Data Ingestion and Storage Architecture
PDE data architecture starts with choosing the right storage for each use case. Cloud Storage (GCS): object storage for raw and processed data — the foundation of a data lake on GCP. Choose storage class by access frequency: Standard (frequently accessed — streaming pipeline outputs), Nearline (monthly access — backups), Coldline (quarterly access — DR), Archive (yearly access — regulatory retention). Lifecycle rules automate transitions and deletions. BigQuery: serverless data warehouse — the destination for most analytical workloads on GCP. Optimise with partitioning (partition by ingestion time or date column — reduces bytes scanned), clustering (co-locate rows with similar values — further reduces scan), and materialised views (pre-computed query results refreshed automatically). BigQuery Omni: run queries directly against data in AWS S3 or Azure Blob — no data copying. Cloud Bigtable: managed NoSQL for high-throughput time-series and IoT data — wide-column model, petabyte-scale, millisecond latency — designed for billions of rows. Do not use Bigtable for small datasets; overhead is not worth it. Cloud Spanner: globally consistent relational database — use when you need both SQL semantics and global horizontal scale (financial transactions, global inventory).
Data Processing: Dataflow, Dataproc, and Pub/Sub
Processing layer choices for PDE. Pub/Sub: fully managed message queue and event streaming — publishers send messages to topics, subscribers consume from subscriptions. At-least-once delivery. Exactly-once processing requires deduplication in the consumer (Dataflow handles this with windowing and watermarks). Pub/Sub Lite: lower cost, zonal availability — for high-volume use cases where global availability is not required. Dataflow: managed Apache Beam execution environment — unified model for batch (bounded) and streaming (unbounded) pipelines. Beam concepts: PCollection (distributed dataset), PTransform (data transformation — ParDo for element-wise, GroupByKey for aggregation), Pipeline (the DAG of transforms), Runner (execution environment — Dataflow runner for GCP, Direct runner for local testing). Streaming concepts: windowing (fixed windows, sliding windows, session windows for activity-based grouping), watermarks (timestamp threshold for late data — hold results until watermark passes), triggers (when to emit results from a window). Dataproc: managed Hadoop and Spark — for existing Hadoop/Spark workloads that cannot be rewritten as Beam pipelines. Ephemeral clusters (spin up for a job, spin down — pay only for processing time) preferred over permanent clusters. Cloud Composer (managed Apache Airflow): orchestrate complex pipelines with dependencies, scheduling, and monitoring — DAGs define workflow structure.
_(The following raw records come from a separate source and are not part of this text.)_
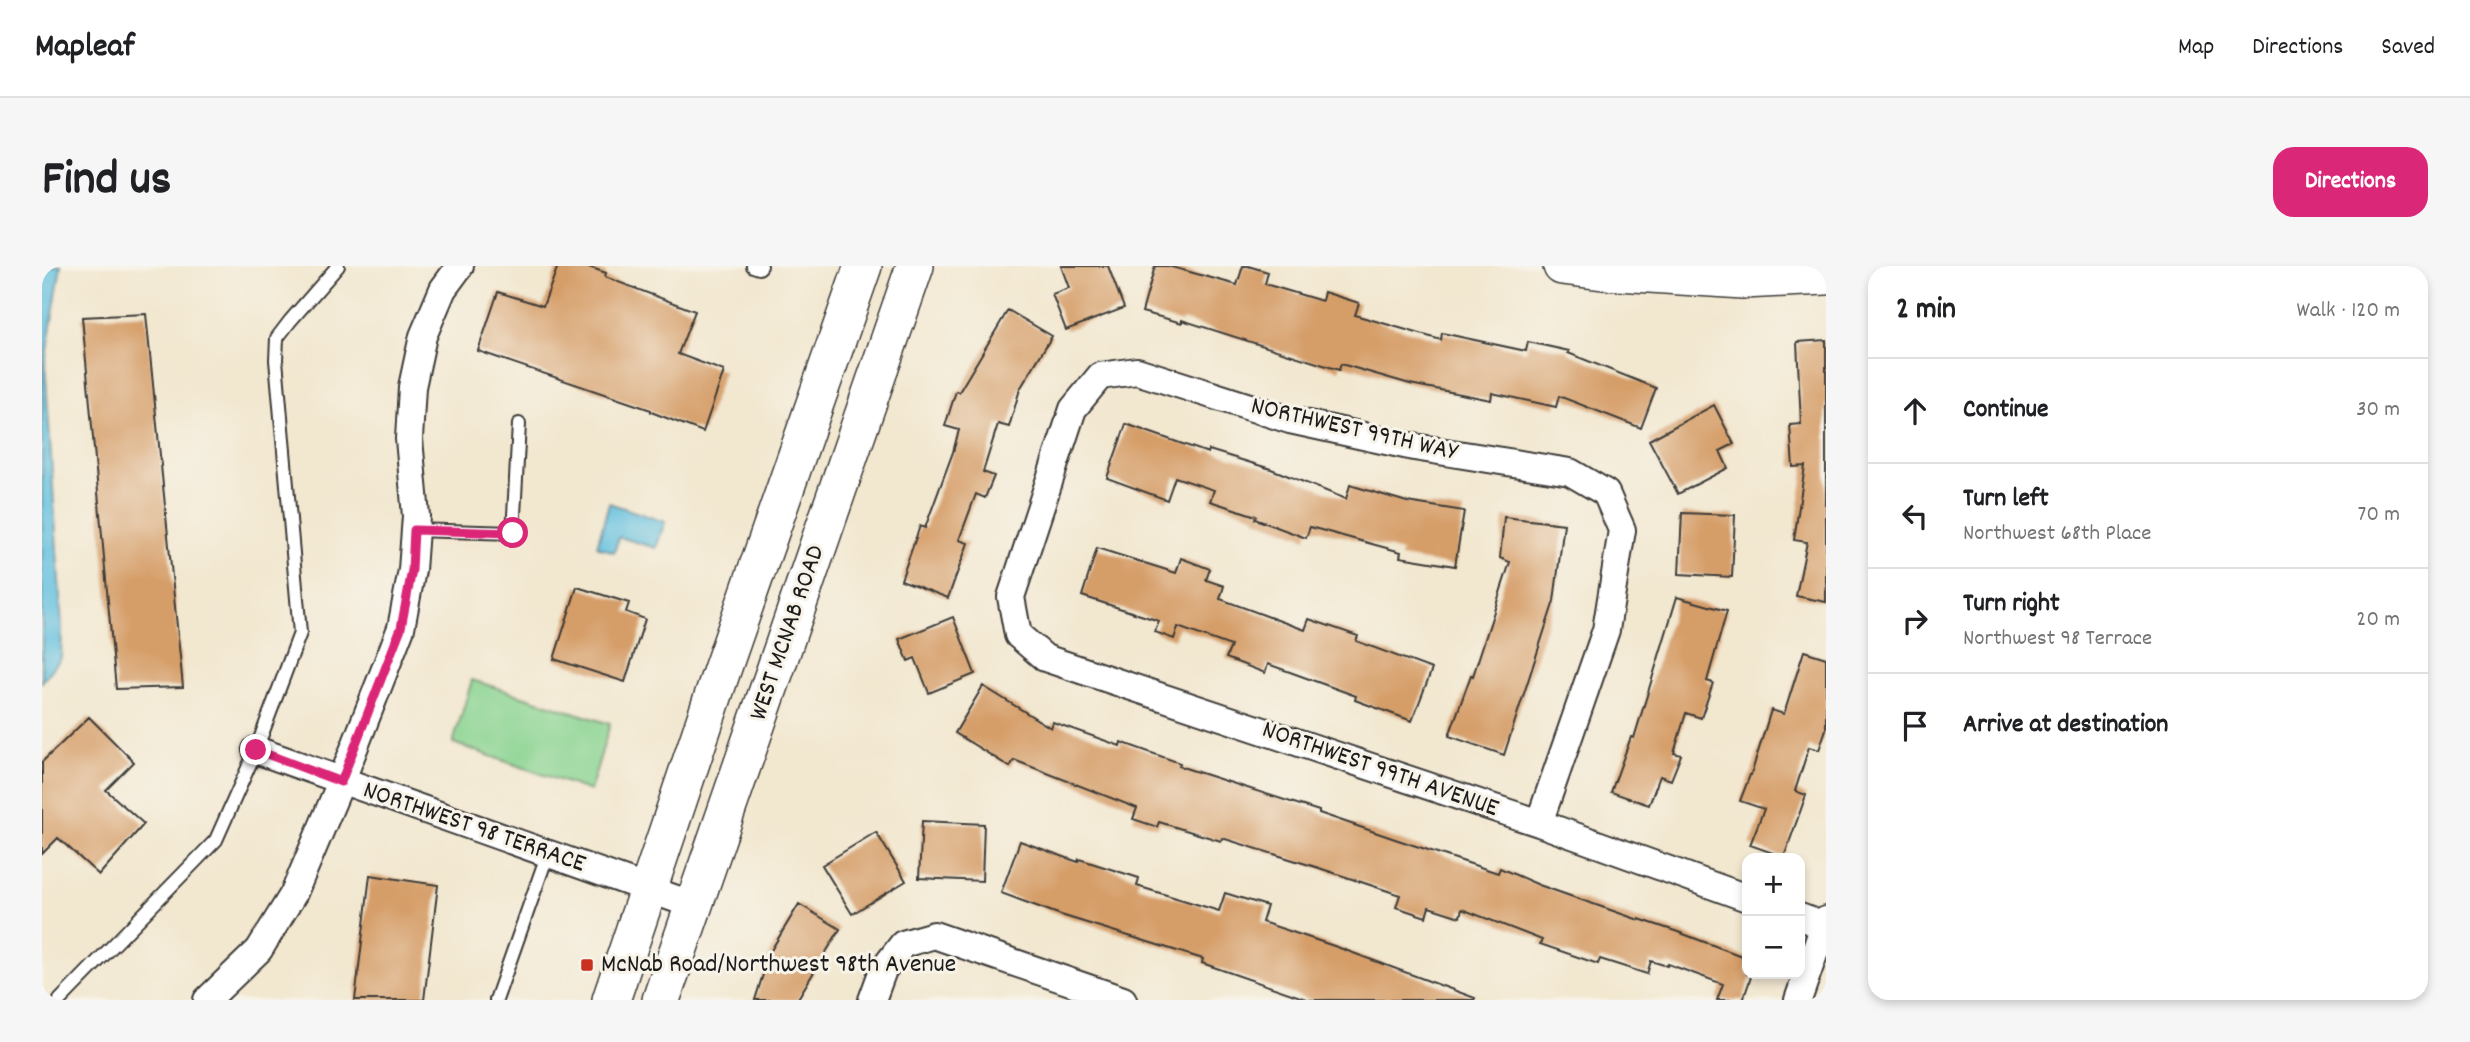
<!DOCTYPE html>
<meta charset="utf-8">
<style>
body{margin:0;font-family:Dekko,sans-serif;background:#f6f6f6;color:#202124}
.controls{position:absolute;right:21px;bottom:21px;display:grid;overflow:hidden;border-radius:14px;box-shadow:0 4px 10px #0003}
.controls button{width:63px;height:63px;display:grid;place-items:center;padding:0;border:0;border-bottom:2px solid #e0e0e0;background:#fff;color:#202124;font:35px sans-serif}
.stop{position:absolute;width:21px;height:21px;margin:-16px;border:5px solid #db2777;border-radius:50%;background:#fff}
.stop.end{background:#db2777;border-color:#fff;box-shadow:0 2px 7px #0008}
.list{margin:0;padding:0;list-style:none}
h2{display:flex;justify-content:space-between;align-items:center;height:91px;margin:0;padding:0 28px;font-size:30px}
h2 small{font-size:23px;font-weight:400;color:#757577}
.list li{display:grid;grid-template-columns:46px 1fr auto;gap:21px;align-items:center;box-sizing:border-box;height:105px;padding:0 28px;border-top:2px solid #e0e0e0}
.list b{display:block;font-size:26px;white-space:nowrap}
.list p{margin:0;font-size:23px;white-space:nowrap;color:#757577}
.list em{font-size:23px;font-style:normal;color:#757577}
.icon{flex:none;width:38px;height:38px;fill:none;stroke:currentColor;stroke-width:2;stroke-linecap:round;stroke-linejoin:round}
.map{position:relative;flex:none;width:1784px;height:734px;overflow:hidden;border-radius:21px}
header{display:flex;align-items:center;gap:42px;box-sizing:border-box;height:98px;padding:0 35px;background:#fff;border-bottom:2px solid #e0e0e0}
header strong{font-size:33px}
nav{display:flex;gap:38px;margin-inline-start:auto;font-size:24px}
.intro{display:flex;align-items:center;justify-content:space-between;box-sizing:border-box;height:168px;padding:0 42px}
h1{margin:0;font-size:49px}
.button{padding:18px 32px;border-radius:21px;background:#db2777;color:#fff;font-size:24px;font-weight:700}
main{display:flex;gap:42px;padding:0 42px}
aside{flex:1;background:#fff;border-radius:21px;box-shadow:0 4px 10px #0003}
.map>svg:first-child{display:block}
.green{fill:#88d390;stroke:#527856;stroke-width:2}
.water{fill:#61bfdf;stroke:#3e6e7e;stroke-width:2}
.building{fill:#d59d67}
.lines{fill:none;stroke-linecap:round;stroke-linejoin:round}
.lane-casing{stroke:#3c3a37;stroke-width:16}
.street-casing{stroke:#3c3a37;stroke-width:30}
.secondary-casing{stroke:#3c3a37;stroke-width:40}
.lane{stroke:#fff;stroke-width:12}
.street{stroke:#fff;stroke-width:26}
.secondary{stroke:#fff;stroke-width:37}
.route{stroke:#db2777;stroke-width:9}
.poi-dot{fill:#c8321e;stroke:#f7f3e8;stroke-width:2.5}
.labels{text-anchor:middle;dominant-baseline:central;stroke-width:6;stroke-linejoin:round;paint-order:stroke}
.street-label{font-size:26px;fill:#1c1c1c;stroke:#f7f3e8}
.poi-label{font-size:26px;fill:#1c1c1c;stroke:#f7f3e8;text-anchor:start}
</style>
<header>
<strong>Mapleaf</strong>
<nav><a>Map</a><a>Directions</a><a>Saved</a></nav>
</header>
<div class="intro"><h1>Find us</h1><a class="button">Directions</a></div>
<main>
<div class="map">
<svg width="1784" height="734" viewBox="0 0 1784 734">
<rect width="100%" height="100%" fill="#f7f3e8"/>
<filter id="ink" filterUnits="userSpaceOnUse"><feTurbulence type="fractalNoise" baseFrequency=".0143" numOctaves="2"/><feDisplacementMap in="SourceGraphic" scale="14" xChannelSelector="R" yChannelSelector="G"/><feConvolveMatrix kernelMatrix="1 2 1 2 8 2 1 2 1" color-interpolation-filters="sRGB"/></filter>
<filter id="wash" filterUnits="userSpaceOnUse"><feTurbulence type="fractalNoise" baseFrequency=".00686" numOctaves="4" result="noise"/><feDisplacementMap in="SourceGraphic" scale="28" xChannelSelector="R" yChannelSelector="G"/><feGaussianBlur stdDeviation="1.57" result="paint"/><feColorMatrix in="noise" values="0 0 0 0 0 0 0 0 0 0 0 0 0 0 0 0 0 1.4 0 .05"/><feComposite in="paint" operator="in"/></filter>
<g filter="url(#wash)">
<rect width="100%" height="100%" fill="#f2e7cf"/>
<!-- green -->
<path class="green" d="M 430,414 L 568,458 L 548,525 L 411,477 Z"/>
<!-- water -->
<path class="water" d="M 0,0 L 19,0 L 3,97 L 20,361 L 19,392 L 0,416 Z
M 567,237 L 623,256 L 614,282 L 577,271 L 572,286 L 555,280 Z"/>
<g id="blocks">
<!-- building -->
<path class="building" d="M 516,0 L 544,0 L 564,7 L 563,11 L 653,45 L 636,88 L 682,105 L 661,166 L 609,146 L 609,144 L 436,85 L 456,26 L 501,40 Z
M 1019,0 L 1066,0 L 1082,42 L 1024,64 L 1010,28 L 1027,22 Z
M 1113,0 L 1126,0 L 1195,19 L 1201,0 L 1206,0 L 1226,6 L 1223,18 L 1280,35 L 1282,26 L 1317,37 L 1313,49 L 1399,74 L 1400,67 L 1484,85 L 1486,76 L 1527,85 L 1526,87 L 1614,122 L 1599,162 L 1517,130 L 1514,141 L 1450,127 L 1449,134 L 1368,118 L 1299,98 L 1297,104 L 1140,54 L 1140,57 L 1100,46 Z
M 966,44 L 1010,70 L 978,123 L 967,161 L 956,158 L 941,206 L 952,210 L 943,232 L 934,228 L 917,274 L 926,277 L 906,332 L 859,314 L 878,260 L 883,262 L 911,186 L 917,164 L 903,160 L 914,125 L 917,126 Z
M 104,48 L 141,421 L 74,423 L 40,51 Z
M 1784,74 L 1784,336 L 1754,330 L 1765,276 L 1752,274 L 1763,200 L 1751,201 L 1748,159 L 1759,158 L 1755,76 Z
M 1672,139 L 1692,178 L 1678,185 L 1686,202 L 1636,228 L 1607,174 Z
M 1084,158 L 1166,187 L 1167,184 L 1229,203 L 1304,233 L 1308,219 L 1365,236 L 1422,245 L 1413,300 L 1358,291 L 1359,286 L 1268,261 L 1264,272 L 1213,253 L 1214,250 L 1168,235 L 1172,224 L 1133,211 L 1125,234 L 1065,212 Z
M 1640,247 L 1693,249 L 1690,311 L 1637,308 Z
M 1462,251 L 1522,258 L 1512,335 L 1462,489 L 1407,470 L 1429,409 L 1431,410 L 1468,296 L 1458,292 Z
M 1055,282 L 1134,307 L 1139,292 L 1168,303 L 1164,314 L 1182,320 L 1178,333 L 1263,364 L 1267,353 L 1316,370 L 1314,375 L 1390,403 L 1370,455 L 1313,434 L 1314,430 L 1226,398 L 1223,407 L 1184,392 L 1189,380 L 1136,361 L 1132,373 L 1113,366 L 1117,355 L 1040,330 Z
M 535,321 L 587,337 L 584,346 L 603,353 L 583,416 L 512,393 Z
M 1635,331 L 1685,345 L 1665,415 L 1671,417 L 1659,452 L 1644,447 L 1632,487 L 1639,489 L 1629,514 L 1618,510 L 1607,539 L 1569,526 L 1589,471 L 1592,472 Z
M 911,351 L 933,408 L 887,427 L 873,392 L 866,395 L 857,373 Z
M 1762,385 L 1784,392 L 1784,463 L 1777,484 L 1767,481 L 1753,525 L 1764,529 L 1742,591 L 1708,579 L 1722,543 L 1698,535 L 1708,509 L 1709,509 L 1729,444 L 1742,448 Z
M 941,420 L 1009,462 L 1011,456 L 1078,480 L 1079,476 L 1138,497 L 1137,500 L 1277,545 L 1277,547 L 1356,574 L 1456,607 L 1458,602 L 1497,619 L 1597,654 L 1597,653 L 1636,666 L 1705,692 L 1705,708 L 1710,708 L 1701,734 L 1675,734 L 1681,718 L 1626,698 L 1625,700 L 1609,695 L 1605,708 L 1558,693 L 1556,698 L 1498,678 L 1500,674 L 1420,643 L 1418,651 L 1387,641 L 1384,651 L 1354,641 L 1358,629 L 1277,602 L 1180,572 L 1179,575 L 1117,556 L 1115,561 L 1091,553 L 1095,542 L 972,494 L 968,501 L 913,467 Z
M 47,451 L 92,496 L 64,524 L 102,558 L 57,609 L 16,572 L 0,588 L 0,496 Z
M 880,555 L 942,558 L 940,615 L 877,612 Z
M 834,566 L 864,615 L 810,648 L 780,599 Z
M 978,575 L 1036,596 L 1037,593 L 1097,612 L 1095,620 L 1177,645 L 1183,627 L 1225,640 L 1220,656 L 1295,681 L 1433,732 L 1432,734 L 1267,734 L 1160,697 L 1161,693 L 1019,649 L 959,627 Z
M 328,609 L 396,619 L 382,734 L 313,734 Z
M 757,638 L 798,663 L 755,734 L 713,734 L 728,686 Z"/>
</g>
</g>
<g filter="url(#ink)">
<use href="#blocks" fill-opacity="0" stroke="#3c3a37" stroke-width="2"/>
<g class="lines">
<!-- lane casing -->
<g class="lane-casing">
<path id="lane" d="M 711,0 L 717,2 L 719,0
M 372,264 L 471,267 L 477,158
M 18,734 L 174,574 L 214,484 L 258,367 L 234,94 L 235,72 L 248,55 L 296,0
M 454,734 L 506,587"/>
</g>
<!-- street casing -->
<g class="street-casing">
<path id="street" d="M 214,484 L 651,639
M 1497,557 L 1564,364 L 1580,264 L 1564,227 L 1528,206 L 1372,181 L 1248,154 L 1095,105 L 1058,110 L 1031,143 L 969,331 L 976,369 L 1003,392 L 1497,557 L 1705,632
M 1758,651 L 1782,660
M 165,734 L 217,684 L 252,627 L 299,516 L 359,362 L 370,304 L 374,250 L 367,173 L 370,121 L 381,70 L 401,23 L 418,0
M 830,734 L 841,704 L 861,678 L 892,669 L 1081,734
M 1756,734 L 1784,654"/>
</g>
<!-- secondary casing -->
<g class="secondary-casing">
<path id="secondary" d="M 1520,0 L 1561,5 L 1701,14 L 1784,10
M 569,734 L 681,401 L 821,0
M 619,734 L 873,0"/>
</g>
<!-- lane -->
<use href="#lane" class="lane"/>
<!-- street -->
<use href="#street" class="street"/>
<!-- secondary -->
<use href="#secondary" class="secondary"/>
</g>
</g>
<g class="lines" filter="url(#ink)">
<!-- route -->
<path class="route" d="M 214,484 L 299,516 L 359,362 L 370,304 L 372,264 L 471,267"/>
</g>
<!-- markers -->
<rect class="poi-dot" x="538" y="692" width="14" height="14" rx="3.5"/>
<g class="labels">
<!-- street labels -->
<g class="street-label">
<text transform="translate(1312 164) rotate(13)">NORTHWEST 99TH WAY</text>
<text transform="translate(746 367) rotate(-71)">WEST MCNAB ROAD</text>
<text transform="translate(1338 504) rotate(19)">NORTHWEST 99TH AVENUE</text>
<text transform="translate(432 562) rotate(19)">NORTHWEST 98 TERRACE</text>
</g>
<!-- poi labels -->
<g class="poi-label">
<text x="559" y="699">McNab Road/Northwest 98th Avenue</text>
</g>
</g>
</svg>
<div class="controls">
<button>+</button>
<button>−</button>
</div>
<div class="stop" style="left:471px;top:267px"></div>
<div class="stop end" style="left:214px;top:484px"></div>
</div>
<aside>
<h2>2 min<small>Walk · 120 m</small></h2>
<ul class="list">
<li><svg class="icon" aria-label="ahead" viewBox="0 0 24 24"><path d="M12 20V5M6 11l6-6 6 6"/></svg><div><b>Continue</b></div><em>30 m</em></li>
<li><svg class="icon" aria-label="left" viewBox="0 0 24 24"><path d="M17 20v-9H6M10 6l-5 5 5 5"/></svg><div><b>Turn left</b><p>Northwest 68th Place</p></div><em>70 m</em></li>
<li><svg class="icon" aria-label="right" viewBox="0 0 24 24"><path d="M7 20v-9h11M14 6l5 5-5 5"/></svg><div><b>Turn right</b><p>Northwest 98 Terrace</p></div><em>20 m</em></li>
<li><svg class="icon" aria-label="arrive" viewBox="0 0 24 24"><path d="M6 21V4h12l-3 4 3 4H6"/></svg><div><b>Arrive at destination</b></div></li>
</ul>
</aside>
</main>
Machine Learning on GCP: Vertex AI
Vertex AI is Google's unified ML platform — the answer to almost every ML question on the PDE exam. Vertex AI components: Workbench (managed Jupyter notebooks for data exploration and model development), Training (custom training jobs using Docker containers or pre-built containers for TensorFlow, PyTorch, sklearn), AutoML (train high-quality models without writing training code — AutoML Tables for structured data, AutoML Image, AutoML Text, AutoML Video), Model Registry (versioned model storage with lineage), Endpoints (deploy models for real-time prediction — online prediction), Batch Prediction (run predictions on a large dataset in Cloud Storage), Pipelines (Kubeflow Pipelines or TFX for ML workflow orchestration), Feature Store (centralised feature management — online and offline serving). BigQuery ML: run ML models using SQL directly in BigQuery — CREATE MODEL statement, SELECT * FROM ML.PREDICT — for data analysts who prefer SQL over Python. Supported algorithms: linear regression, logistic regression, k-means, matrix factorisation, boosted trees, deep neural networks, ARIMA for time-series.
Data Governance, Security, and Reliability
PDE data governance: data classification (identify sensitive data — DLP API scans BigQuery, Cloud Storage, Datastore for PII, payment card data, credentials), data lineage (Dataplex tracks how data flows and transforms — built on Data Catalog metadata), BigQuery column-level security (policy tags restrict access to specific columns — sensitive columns like SSN invisible to users without the policy tag role). Dataplex: unified data governance — organises data across GCS and BigQuery into lakes, zones, and assets, applies data quality rules, automates metadata discovery and classification, manages data lifecycle policies. Data reliability: BigQuery slot reservation for consistent performance (no resource contention from other queries), Pub/Sub subscription acknowledgement deadlines (set longer than maximum processing time to avoid redelivery), Dataflow autoscaling (automatically scales worker count based on input volume — reduces cost during off-peak). Monitoring: Cloud Monitoring metrics for Dataflow job health (data freshness, system lag, backlog bytes), Pub/Sub subscription age (how old is the oldest unacknowledged message — high age indicates slow consumer), BigQuery audit logs (who ran what query against which table — Data Access logs).